Heilbrunn Timeline of Art History



  • Yūten’s Dream of Fudō Myōō (Achala–vidyārāja), Meiji period (1868–1912), 1885
    Tsukioka Yoshitoshi (Japanese, 1839–1892)
    Triptych of polychrome woodblock prints; ink and color on paper
    Purchase, Friends of Asian Art Gifts, 2005 (2005.350a–c)
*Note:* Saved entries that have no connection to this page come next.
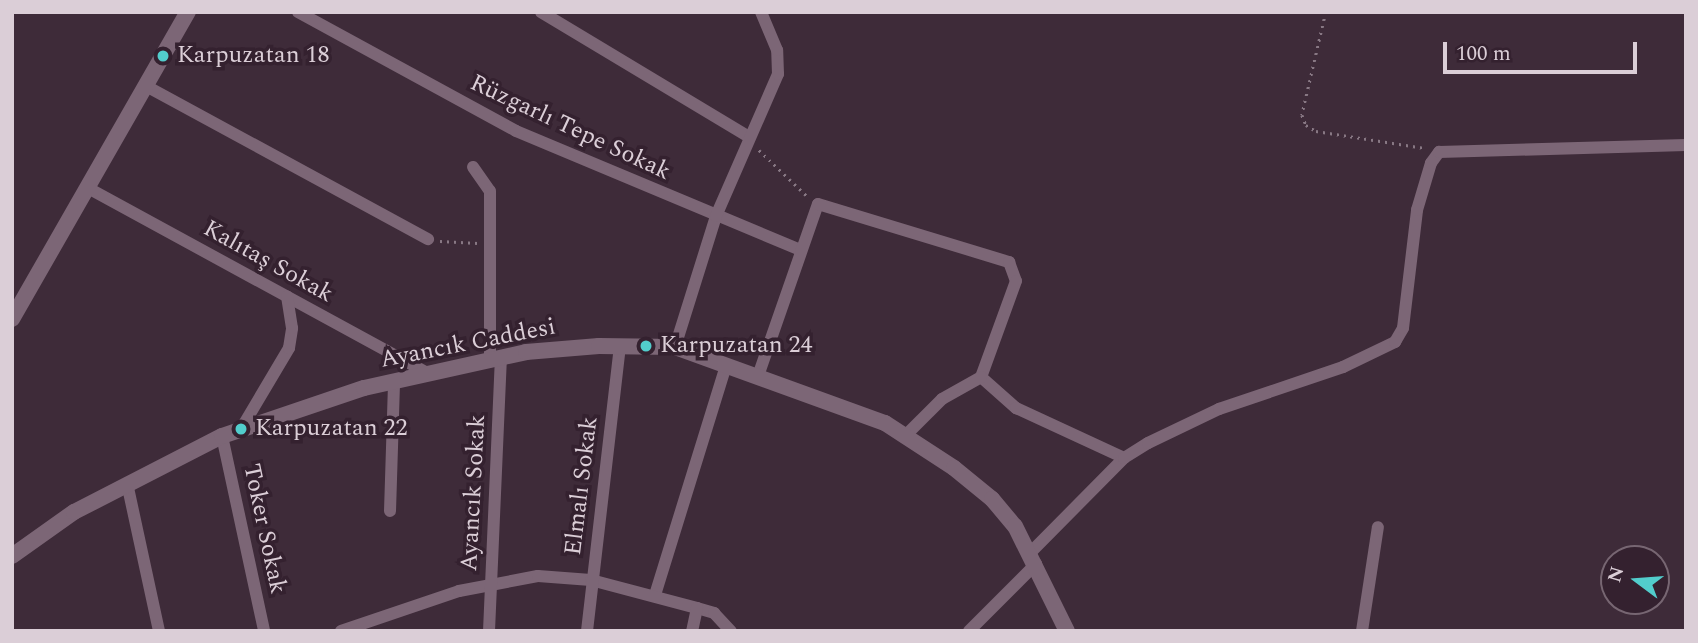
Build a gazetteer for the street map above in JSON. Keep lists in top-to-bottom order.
{
  "streets": {
    "street": [
      "Rüzgarlı Tepe Sokak",
      "Kalıtaş Sokak",
      "Ayancık Caddesi",
      "Elmalı Sokak",
      "Ayancık Sokak",
      "Toker Sokak"
    ]
  },
  "crossings": [
    ["Kalıtaş Sokak", "Ayancık Caddesi"],
    ["Ayancık Caddesi", "Elmalı Sokak"],
    ["Ayancık Caddesi", "Ayancık Sokak"],
    ["Ayancık Caddesi", "Toker Sokak"]
  ],
  "places": ["Karpuzatan 18", "Karpuzatan 24", "Karpuzatan 22"],
  "scale_bar": "100 m",
  "north": "left"
}
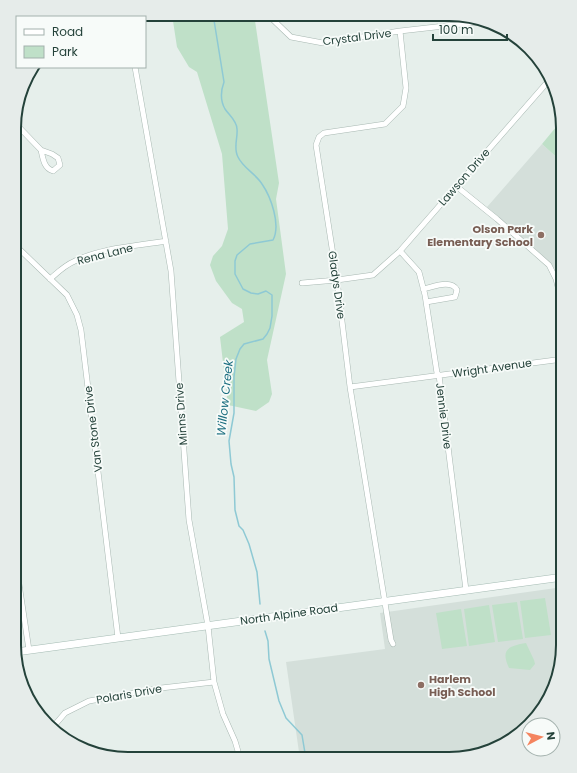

    This print illustrates a legend about Yūten (1637–1718), the thirty-sixth abbot of the Pure Land Buddhist temple Zōjōji, the family temple of the Tokugawa shoguns. While Yūten was struggling as a young novice, he had a vision that led him to the temple Shinshōji in Narita, where he prayed before a statue of the deity Fudō Myōō for aid in becoming a wise monk. He subsequently dreamed that the statue jumped down from its pedestal and made him swallow its sword, an implement Fudō uses to slash through ignorance. When Yūten woke up, he became a formidable debater of Buddhist doctrine. In the center print, the statue of Fudō aims his sword at Yūten, while Fudō’s two attendants witness his supernatural power from the two sides. The episode, which appeared in a kabuki play written by Tsuruya Nanboku (1755–1829) and first performed in 1823, was a popular subject for print artists.

    The date, the artist’s signature “Yoshitoshi” and his seal “Taiso,” as well as the carver’s seal, “Enkatsu,” appear on the left print. The artist’s name, Tsukioka Yonejirō, and the publisher’s name, Akiyama Buemon, appear in a spade-shaped seal in the corner of the right print.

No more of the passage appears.